Ese día nos consta por que acudimos al coso de la colonia Amado Nervo, que la policía luego de que se diera un pleito entre una mujer y un hombre así como lo estás leyendo amable lector, se pelearon Salvador Hernández Mata de 27 años de edad con domicilio en Victoria número 5 y Mariela Gallardo Sánchez, con domicilio en Luís Castillo Ledón número 16 de la colonia primero de enero, e increíblemente según la decisión del respetable ganó la fémina, los policías como la burrita del aquimichú en la película los 3 García, daban un paso para adelante y dos para atrás, pese a los gritos desaforados del conductor del jaripeo, quien pedía la intervención de los jenízaros.

Pues esa misma tibieza de los pupilos de Martín Cedano, ha provocado que la delincuencia siente sus reales en esta población donde los robos, la venta y consumo de drogas se dan las 24 horas del día, caso palpable el robo a mano armada que sufrieran los empleados de una tienda con venta de tarjetas para teléfonos celulares  de donde dos sujetos  robaron tarjetas de pre pago por 6 mil pesos, así como 3 mil pesos en efectivo.
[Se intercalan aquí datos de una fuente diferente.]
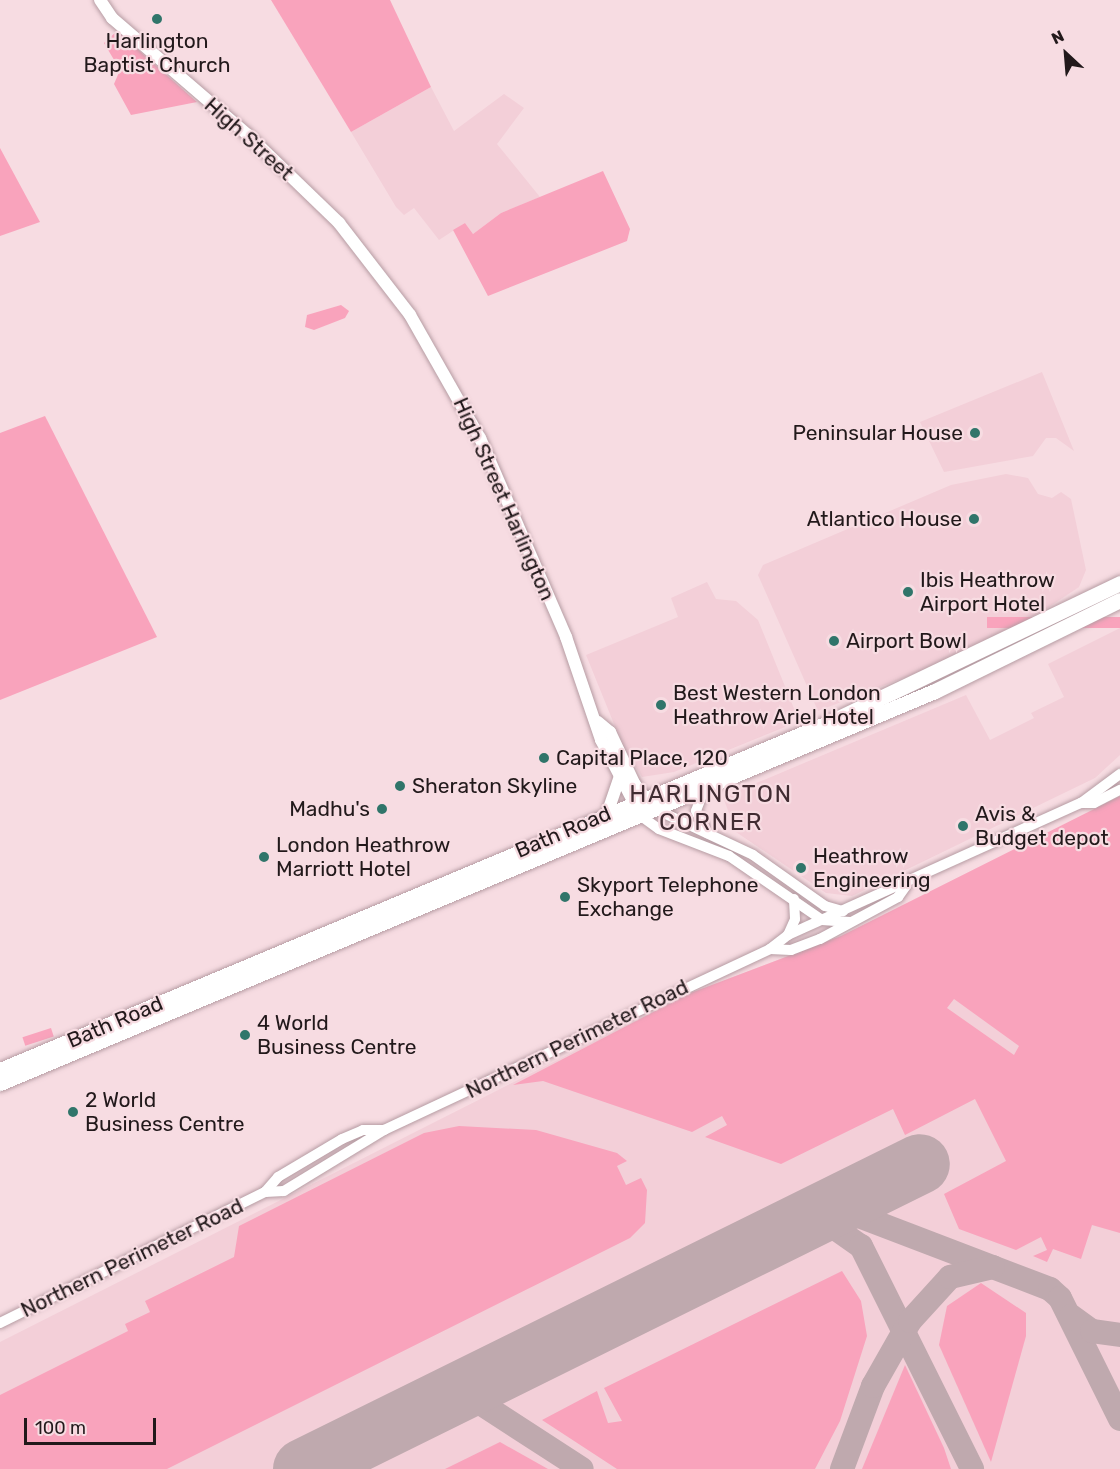 <!DOCTYPE html>
<html>
<head>
<meta charset="utf-8">
<style>
  body { margin:0 }
  #map { position:relative; width:1120px; height:1469px; overflow:hidden; background:#f7dce2; font-family:Rubik,sans-serif }
  div>[style] { position:absolute }
  .built>* { inset:0; background:#f3cfd8 }
  .green>* { inset:0; background:#f9a3bc; transform-origin:0 0 }
  .taxiway>* { height:24px; margin:-12px; padding:0 12px; transform-origin:12px; border-radius:12px; background:#bfa9ae }
  .runway>* { height:60px; margin:-30px; padding:0 30px; transform-origin:30px; border-radius:30px; background:#bfa9ae }
  .roads { filter:drop-shadow(0 0 2px #b69ca3) drop-shadow(0 0 2px #b69ca3) }
  .minor>* { height:10px; margin:-5px; padding:0 5px; transform-origin:5px; border-radius:5px; background:#fff }
  .major>* { height:12px; margin:-6px; padding:0 6px; transform-origin:6px; border-radius:6px; background:#fff }
  .highway>* { height:15px; margin:-7.5px; padding:0 7.5px; transform-origin:7.5px; border-radius:7.5px; background:#fff }
  .dots>* { width:16px; height:16px; translate:-50% -50%; box-sizing:border-box; border:3px solid #f7dce2; border-radius:50% }
  span { translate:-50% -50%; white-space:nowrap; text-align:center; line-height:1.15; -webkit-text-stroke:4.5px #f7dce2; paint-order:stroke }
  .poi-label { font-size:21px; color:#22191b }
  .right { translate:-100% -50%; text-align:right }
  .left { translate:0 -50%; text-align:left }
  .street-label { font-size:21px; color:#22191b }
  .quarter-label { font-size:24px; color:#412c32; letter-spacing:1.5px }
  .north { position:absolute; left:1036px; top:24px; width:60px; height:60px; -webkit-text-stroke:4px #f7dce2; paint-order:stroke; rotate:334deg; font-size:16px; font-weight:700; line-height:24px; text-align:center; color:#22191b }
  .north::after { content:''; display:block; margin:auto; width:21px; height:27px; background:#22191b; clip-path:polygon(50% 0,100% 100%,50% 72%,0 100%) }
  .scale { position:absolute; left:24px; top:1418px; width:132px; height:27px; box-sizing:border-box; border:3px solid #22191b; border-top:0; padding-left:8px; font-size:18px; line-height:21px; white-space:nowrap; color:#22191b; -webkit-text-stroke:4px #f7dce2; paint-order:stroke }
</style>
</head>
<body>
<div id="map">
  <div class="built">
    <i style="clip-path:polygon(431px 87px,454px 131px,504px 94px,524px 108px,497px 144px,540px 197px,501px 213px,473px 234px,465px 223px,439px 240px,414px 208px,404px 215px,396px 207px,351px 132px)"></i>
    <i style="clip-path:polygon(1042px 372px,1074px 451px,1056px 438px,1046px 438px,1033px 456px,944px 472px,920px 422px)"></i>
    <i style="clip-path:polygon(1006px 474px,1028px 478px,1038px 494px,1052px 498px,1061px 492px,1071px 499px,1086px 570px,1079px 587px,1043px 611px,929px 668px,818px 711px,758px 575px,763px 565px,951px 485px)"></i>
    <i style="clip-path:polygon(707px 582px,716px 599px,736px 601px,758px 620px,795px 711px,785px 727px,674px 772px,642px 777px,623px 746px,586px 655px,678px 617px,671px 598px)"></i>
    <i style="clip-path:polygon(1120px 628px,1120px 755px,1095px 778px,852px 896px,826px 893px,736px 832px,723px 797px,966px 695px,990px 740px,1034px 718px,1031px 713px,1064px 697px,1048px 664px)"></i>
    <i style="clip-path:polygon(1120px 800px,1120px 1469px,0 1469px,0 1342px,688px 994px,841px 936px)"></i>
  </div>
  <div class="green">
    <i style="clip-path:polygon(271px 0,390px 0,431px 87px,351px 132px)"></i>
    <i style="clip-path:polygon(117px 31px,189px 95px,197px 102px,131px 115px,114px 84px,120px 70px,104px 43px)"></i>
    <i style="clip-path:polygon(0 148px,40px 222px,0 236px)"></i>
    <i style="clip-path:polygon(603px 171px,630px 229px,627px 241px,488px 296px,453px 230px,465px 223px,473px 234px,501px 213px)"></i>
    <i style="clip-path:polygon(341px 305px,349px 311px,345px 318px,314px 330px,305px 327px,307px 315px)"></i>
    <i style="clip-path:polygon(45px 416px,157px 637px,0 700px,0 433px)"></i>
    <i style="left:1120px;top:617px;width:11px;height:133px;rotate:90deg"></i>
    <i style="clip-path:polygon(evenodd,1120px 796px,1120px 1233px,1092px 1225px,1081px 1259px,1053px 1249px,1047px 1262px,1033px 1256px,1047px 1250px,1041px 1237px,1016px 1250px,959px 1229px,944px 1194px,1006px 1161px,975px 1099px,905px 1135px,893px 1109px,781px 1164px,705px 1137px,727px 1125px,722px 1116px,692px 1132px,543px 1081px,513px 1085px,688px 994px,841px 936px,1120px 796px,954px 999px,1019px 1046px,1014px 1055px,947px 1008px,954px 999px)"></i>
    <i style="left:51px;top:1028px;width:9px;height:30px;rotate:72deg"></i>
    <i style="clip-path:polygon(459px 1126px,536px 1130px,617px 1153px,627px 1161px,617px 1166px,626px 1185px,641px 1178px,647px 1190px,645px 1223px,630px 1238px,167px 1469px,0 1469px,0 1395px,128px 1331px,125px 1324px,150px 1312px,145px 1301px,234px 1257px,239px 1226px,424px 1133px)"></i>
    <i style="clip-path:polygon(842px 1271px,861px 1301px,867px 1336px,840px 1421px,815px 1469px,617px 1469px,542px 1420px,597px 1391px,608px 1423px,622px 1421px,604px 1388px)"></i>
    <i style="clip-path:polygon(981px 1283px,1026px 1313px,1026px 1336px,991px 1462px,939px 1345px,947px 1306px)"></i>
    <i style="clip-path:polygon(905px 1365px,944px 1448px,951px 1469px,862px 1469px)"></i>
    <i style="clip-path:polygon(500px 1442px,548px 1469px,445px 1469px)"></i>
  </div>
  <div class="taxiway">
    <i style="left:817px;top:1215px;width:34px;rotate:-3deg"></i>
    <i style="left:851px;top:1213px;width:213px;rotate:20.9deg"></i>
    <i style="left:1050px;top:1289px;width:13px;rotate:42deg"></i>
    <i style="left:1060px;top:1298px;width:135px;rotate:63.6deg"></i>
    <i style="left:796px;top:1225px;width:33px;rotate:-2deg"></i>
    <i style="left:829px;top:1224px;width:39px;rotate:35deg"></i>
    <i style="left:861px;top:1246px;width:249px;rotate:63.5deg"></i>
    <i style="left:1071px;top:1316px;width:26px;rotate:36deg"></i>
    <i style="left:1092px;top:1331px;width:28px;rotate:8deg"></i>
    <i style="left:438px;top:1402px;width:42px;rotate:1.4deg"></i>
    <i style="left:480px;top:1403px;width:121px;rotate:32.9deg"></i>
    <i style="left:842px;top:1469px;width:89px;rotate:-69.5deg"></i>
    <i style="left:873px;top:1386px;width:75px;rotate:-60.4deg"></i>
    <i style="left:910px;top:1321px;width:59px;rotate:-47.7deg"></i>
    <i style="left:950px;top:1277px;width:44px;rotate:-13.1deg"></i>
  </div>
  <div class="runway">
    <i style="left:303px;top:1469px;width:688px;rotate:-26.3deg"></i>
  </div>
  <div class="roads">
    <div class="minor">
      <i style="left:704px;top:790px;width:22px;rotate:111deg"></i>
      <i style="left:696px;top:811px;width:25px;rotate:63deg"></i>
      <i style="left:1081px;top:803px;width:13px"></i>
      <i style="left:1094px;top:803px;width:29px;rotate:-27deg"></i>
      <i style="left:655px;top:809px;width:108px;rotate:25.1deg"></i>
      <i style="left:753px;top:855px;width:88px;rotate:35.3deg"></i>
      <i style="left:825px;top:906px;width:19px;rotate:16deg"></i>
      <i style="left:641px;top:816px;width:22px;rotate:36deg"></i>
      <i style="left:659px;top:829px;width:75px;rotate:21.1deg"></i>
      <i style="left:729px;top:856px;width:113px;rotate:34.5deg"></i>
      <i style="left:822px;top:920px;width:28px;rotate:4deg"></i>
      <i style="left:788px;top:935px;width:17px;rotate:-66deg"></i>
      <i style="left:795px;top:919px;width:20px;rotate:-93deg"></i>
      <i style="left:770px;top:949px;width:21px;rotate:3deg"></i>
      <i style="left:791px;top:950px;width:31px;rotate:-21deg"></i>
      <i style="left:820px;top:939px;width:89px;rotate:-28.3deg"></i>
      <i style="left:898px;top:897px;width:14px;rotate:-54deg"></i>
      <i style="left:265px;top:1192px;width:20px;rotate:-49deg"></i>
      <i style="left:278px;top:1177px;width:74px;rotate:-30.7deg"></i>
      <i style="left:342px;top:1139px;width:23px;rotate:-23deg"></i>
      <i style="left:363px;top:1130px;width:21px"></i>
      <i style="left:0;top:1323px;width:296px;rotate:-26.3deg"></i>
      <i style="left:265px;top:1192px;width:19px;rotate:-3deg"></i>
      <i style="left:284px;top:1191px;width:117px;rotate:-31.4deg"></i>
      <i style="left:384px;top:1130px;width:426px;rotate:-25.1deg"></i>
      <i style="left:770px;top:949px;width:23px;rotate:-38deg"></i>
      <i style="left:788px;top:935px;width:321px;rotate:-24.3deg"></i>
      <i style="left:1081px;top:803px;width:49px;rotate:-36.6deg"></i>
    </div>
    <div class="major">
      <i style="left:100px;top:0;width:22px;rotate:56deg"></i>
      <i style="left:112px;top:18px;width:179px;rotate:40.7deg"></i>
      <i style="left:248px;top:135px;width:127px;rotate:44deg"></i>
      <i style="left:339px;top:223px;width:116px;rotate:52.3deg"></i>
      <i style="left:410px;top:315px;width:142px;rotate:60.4deg"></i>
      <i style="left:480px;top:438px;width:217px;rotate:66.6deg"></i>
      <i style="left:566px;top:637px;width:109px;rotate:71.2deg"></i>
      <i style="left:601px;top:740px;width:81px;rotate:62.2deg"></i>
      <i style="left:598px;top:722px;width:16px;rotate:40deg"></i>
      <i style="left:610px;top:732px;width:56px;rotate:64.8deg"></i>
      <i style="left:634px;top:783px;width:29px;rotate:54deg"></i>
      <i style="left:607px;top:814px;width:40px;rotate:-71.1deg"></i>
    </div>
    <div class="highway">
      <i style="left:0;top:1070px;width:898px;rotate:-22.74deg"></i>
      <i style="left:828px;top:723px;width:324px;rotate:-25.6deg"></i>
      <i style="left:0;top:1083px;width:1014px;rotate:-22.75deg"></i>
      <i style="left:935px;top:691px;width:206px;rotate:-26.2deg"></i>
    </div>
  </div>
  <div class="dots">
    <i style="left:157px;top:19px;background:#30756a"></i>
    <i style="left:975px;top:433px;background:#30756a"></i>
    <i style="left:974px;top:519px;background:#30756a"></i>
    <i style="left:908px;top:592px;background:#30756a"></i>
    <i style="left:834px;top:641px;background:#30756a"></i>
    <i style="left:661px;top:705px;background:#30756a"></i>
    <i style="left:544px;top:758px;background:#30756a"></i>
    <i style="left:400px;top:786px;background:#30756a"></i>
    <i style="left:382px;top:809px;background:#30756a"></i>
    <i style="left:963px;top:826px;background:#30756a"></i>
    <i style="left:264px;top:857px;background:#30756a"></i>
    <i style="left:801px;top:868px;background:#30756a"></i>
    <i style="left:565px;top:897px;background:#30756a"></i>
    <i style="left:245px;top:1035px;background:#30756a"></i>
    <i style="left:73px;top:1112px;background:#30756a"></i>
  </div>
  <div class="poi-label">
    <span style="left:157px;top:53px">Harlington<br>Baptist Church</span>
    <span class="right" style="left:963px;top:433px">Peninsular House</span>
    <span class="right" style="left:962px;top:519px">Atlantico House</span>
    <span class="left" style="left:920px;top:592px">Ibis Heathrow<br>Airport Hotel</span>
    <span class="left" style="left:846px;top:641px">Airport Bowl</span>
    <span class="left" style="left:673px;top:705px">Best Western London<br>Heathrow Ariel Hotel</span>
    <span class="left" style="left:556px;top:758px">Capital Place, 120</span>
    <span class="left" style="left:412px;top:786px">Sheraton Skyline</span>
    <span class="right" style="left:370px;top:809px">Madhu's</span>
    <span class="left" style="left:975px;top:826px">Avis &amp;<br>Budget depot</span>
    <span class="left" style="left:276px;top:857px">London Heathrow<br>Marriott Hotel</span>
    <span class="left" style="left:813px;top:868px">Heathrow<br>Engineering</span>
    <span class="left" style="left:577px;top:897px">Skyport Telephone<br>Exchange</span>
    <span class="left" style="left:257px;top:1035px">4 World<br>Business Centre</span>
    <span class="left" style="left:85px;top:1112px">2 World<br>Business Centre</span>
  </div>
  <div class="street-label">
    <span style="left:249px;top:139px;rotate:42deg">High Street</span>
    <span style="left:504px;top:499px;rotate:66deg">High Street Harlington</span>
    <span style="left:563px;top:832px;rotate:-23deg">Bath Road</span>
    <span style="left:115px;top:1022px;rotate:-23deg">Bath Road</span>
    <span style="left:577px;top:1039px;rotate:-26deg">Northern Perimeter Road</span>
    <span style="left:132px;top:1258px;rotate:-26deg">Northern Perimeter Road</span>
  </div>
  <div class="quarter-label">
    <span style="left:711px;top:809px">HARLINGTON<br>CORNER</span>
  </div>
  <div class="north">N</div>
  <div class="scale">100 m</div>
</div>
</body>
</html>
Las empleadas de la negociación enclavada en Pipila y 1ra Corregidora,  expresaron en su denuncia que serían alrededor de las 19 horas cuando dos personas del sexo masculino llegaron al establecimiento sacando uno de ellos una pistola al parecer calibre 45 con la que amagó de muerte a los empleados, mientras que el segundo se daba a la tarea de robar las tarjetas, y pedirle a la empleada el dinero de la venta del día, para acto seguido emprender las de Villa Diego con rumbo desconocido.

Y pues la gente parodiando la frase de Roberto Gómez Bolaños exclama  “oh y ahora quien podrá defendernos” y es que al recomendado del Gallo Arellano, Martín Cholazo,  le quedó grande la yegua, seguiremos informando.